J'aimerais témoigner.

Cette semaine j’ai appris une nouvelle bouleversante. J’ai appris que ma mère allait bientôt mourir.

En mai dernier, elle eu un diagnostic, une récidive de cancer de l’ovaire appelé carcinomatose péritoniale. C’est un type de cancer qui se développe sur la paroi du péritoine suite à un cancer de l’ovaire. Je suis tout de suite allée voir ces longs mots sur internet. Ce que j’ai lu m’a jetée par terre. On me disait qu’elle n’allait pas y survivre, que les chances de guérison étaient pratiquement nulles et que la chimio dans ce cas servait seulement à prolonger la vie. Avec toute cette information en tête, j’ai décidé de l’accompagner chez l’oncologue ayant la ferme intention de le confronter afin d’entendre ces même mots de sa bouche. Je voulais l’entendre d’un professionnel, sinon je n’y croyais pas.

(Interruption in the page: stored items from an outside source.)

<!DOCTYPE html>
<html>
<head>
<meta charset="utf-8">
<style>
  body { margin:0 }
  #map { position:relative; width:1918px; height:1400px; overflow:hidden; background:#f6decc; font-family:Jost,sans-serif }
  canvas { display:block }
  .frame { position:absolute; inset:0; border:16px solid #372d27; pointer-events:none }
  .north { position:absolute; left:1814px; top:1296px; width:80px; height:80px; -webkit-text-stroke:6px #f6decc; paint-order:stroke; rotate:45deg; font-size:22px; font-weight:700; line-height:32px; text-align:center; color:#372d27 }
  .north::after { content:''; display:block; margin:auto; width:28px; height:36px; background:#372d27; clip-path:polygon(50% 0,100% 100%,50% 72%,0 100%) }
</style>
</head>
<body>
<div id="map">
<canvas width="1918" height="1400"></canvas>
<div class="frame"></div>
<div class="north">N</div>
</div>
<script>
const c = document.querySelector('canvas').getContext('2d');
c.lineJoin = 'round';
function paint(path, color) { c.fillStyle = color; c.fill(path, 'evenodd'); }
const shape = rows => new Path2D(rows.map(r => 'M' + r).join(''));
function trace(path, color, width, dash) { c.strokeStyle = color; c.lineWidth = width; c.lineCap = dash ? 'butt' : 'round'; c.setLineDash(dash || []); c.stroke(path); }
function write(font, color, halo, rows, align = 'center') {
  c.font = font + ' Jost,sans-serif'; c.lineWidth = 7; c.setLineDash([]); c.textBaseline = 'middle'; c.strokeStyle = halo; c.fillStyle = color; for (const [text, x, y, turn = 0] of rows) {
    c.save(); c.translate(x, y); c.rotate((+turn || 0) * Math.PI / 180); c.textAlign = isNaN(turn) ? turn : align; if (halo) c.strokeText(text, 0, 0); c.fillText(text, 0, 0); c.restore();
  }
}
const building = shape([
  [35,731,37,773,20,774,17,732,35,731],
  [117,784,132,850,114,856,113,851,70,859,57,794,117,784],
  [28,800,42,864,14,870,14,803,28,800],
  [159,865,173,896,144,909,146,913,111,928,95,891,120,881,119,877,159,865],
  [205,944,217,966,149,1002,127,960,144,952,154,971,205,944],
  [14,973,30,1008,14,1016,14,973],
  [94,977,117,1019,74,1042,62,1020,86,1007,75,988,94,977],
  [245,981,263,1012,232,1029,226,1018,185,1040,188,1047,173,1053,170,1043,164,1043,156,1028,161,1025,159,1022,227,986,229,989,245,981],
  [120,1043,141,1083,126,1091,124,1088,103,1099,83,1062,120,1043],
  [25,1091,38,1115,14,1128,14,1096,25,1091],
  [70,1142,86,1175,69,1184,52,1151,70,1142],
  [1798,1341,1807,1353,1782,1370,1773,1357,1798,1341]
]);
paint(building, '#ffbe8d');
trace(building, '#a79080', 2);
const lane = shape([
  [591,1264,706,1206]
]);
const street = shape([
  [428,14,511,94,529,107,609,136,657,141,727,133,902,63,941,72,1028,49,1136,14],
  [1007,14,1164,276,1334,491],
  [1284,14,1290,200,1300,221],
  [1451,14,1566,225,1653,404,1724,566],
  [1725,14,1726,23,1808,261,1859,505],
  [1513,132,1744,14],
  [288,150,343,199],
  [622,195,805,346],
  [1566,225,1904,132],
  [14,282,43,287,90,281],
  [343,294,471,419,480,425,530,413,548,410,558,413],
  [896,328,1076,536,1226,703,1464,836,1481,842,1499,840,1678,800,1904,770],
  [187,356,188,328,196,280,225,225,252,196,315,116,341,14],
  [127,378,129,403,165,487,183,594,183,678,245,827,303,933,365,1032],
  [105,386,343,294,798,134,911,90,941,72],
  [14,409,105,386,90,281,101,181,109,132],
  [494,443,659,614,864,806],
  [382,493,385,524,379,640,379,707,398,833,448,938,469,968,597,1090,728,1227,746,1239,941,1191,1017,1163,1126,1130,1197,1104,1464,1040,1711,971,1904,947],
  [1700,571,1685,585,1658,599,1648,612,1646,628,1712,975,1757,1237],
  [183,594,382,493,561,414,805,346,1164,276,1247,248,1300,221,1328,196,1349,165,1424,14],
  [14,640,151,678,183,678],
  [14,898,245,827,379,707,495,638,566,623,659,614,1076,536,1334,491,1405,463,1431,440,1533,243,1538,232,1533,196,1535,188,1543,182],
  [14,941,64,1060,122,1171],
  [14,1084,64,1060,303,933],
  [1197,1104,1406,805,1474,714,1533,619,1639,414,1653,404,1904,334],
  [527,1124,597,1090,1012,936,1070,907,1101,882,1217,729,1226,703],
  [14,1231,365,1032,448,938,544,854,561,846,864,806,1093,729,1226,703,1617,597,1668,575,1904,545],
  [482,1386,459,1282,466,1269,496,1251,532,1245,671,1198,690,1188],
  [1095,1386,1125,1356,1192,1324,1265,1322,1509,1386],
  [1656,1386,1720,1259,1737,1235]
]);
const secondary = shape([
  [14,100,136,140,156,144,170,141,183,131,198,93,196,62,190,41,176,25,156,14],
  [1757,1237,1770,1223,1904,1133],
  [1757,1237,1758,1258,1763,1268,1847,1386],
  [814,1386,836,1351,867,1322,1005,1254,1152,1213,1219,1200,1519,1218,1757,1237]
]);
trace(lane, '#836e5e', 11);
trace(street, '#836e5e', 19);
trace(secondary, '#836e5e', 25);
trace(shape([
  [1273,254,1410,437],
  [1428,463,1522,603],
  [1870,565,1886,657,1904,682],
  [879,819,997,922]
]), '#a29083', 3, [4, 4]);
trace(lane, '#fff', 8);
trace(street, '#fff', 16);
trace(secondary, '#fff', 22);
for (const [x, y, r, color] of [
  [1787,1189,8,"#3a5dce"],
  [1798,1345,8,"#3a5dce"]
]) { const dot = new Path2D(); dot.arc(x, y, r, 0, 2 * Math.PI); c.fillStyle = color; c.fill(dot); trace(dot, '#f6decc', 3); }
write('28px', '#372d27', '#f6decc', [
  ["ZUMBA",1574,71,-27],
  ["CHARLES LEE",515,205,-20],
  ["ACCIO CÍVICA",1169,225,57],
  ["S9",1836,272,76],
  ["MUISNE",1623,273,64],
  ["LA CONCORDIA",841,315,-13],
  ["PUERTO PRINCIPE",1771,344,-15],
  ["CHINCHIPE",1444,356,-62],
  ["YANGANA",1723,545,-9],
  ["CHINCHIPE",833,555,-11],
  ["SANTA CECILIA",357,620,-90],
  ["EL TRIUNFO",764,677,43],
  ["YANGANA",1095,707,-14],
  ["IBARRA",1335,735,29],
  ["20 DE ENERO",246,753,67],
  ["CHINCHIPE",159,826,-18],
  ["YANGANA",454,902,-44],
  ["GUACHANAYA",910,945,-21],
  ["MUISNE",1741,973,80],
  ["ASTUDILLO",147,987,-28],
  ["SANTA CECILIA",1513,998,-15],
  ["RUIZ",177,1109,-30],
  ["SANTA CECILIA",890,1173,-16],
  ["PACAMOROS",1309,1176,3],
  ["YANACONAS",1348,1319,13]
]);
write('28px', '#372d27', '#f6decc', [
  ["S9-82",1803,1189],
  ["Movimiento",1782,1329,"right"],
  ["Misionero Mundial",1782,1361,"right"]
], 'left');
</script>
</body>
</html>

Nous avons donc été appelées, ma mère et moi. Nous sommes entrées dans le bureau de ce médecin spécialiste en cancer qui, je croyais, allait me dire que le temps était compté. Il a donc commencé en disant à ma mère qu’il était triste d’apprendre qu’elle devait revenir ici se faire traiter, il aurait plutôt souhaité qu’elle guérisse complètement de son premier cancer, survenu 2 ans auparavant. Il décrivait les derniers mois, où la rémission semblait complète.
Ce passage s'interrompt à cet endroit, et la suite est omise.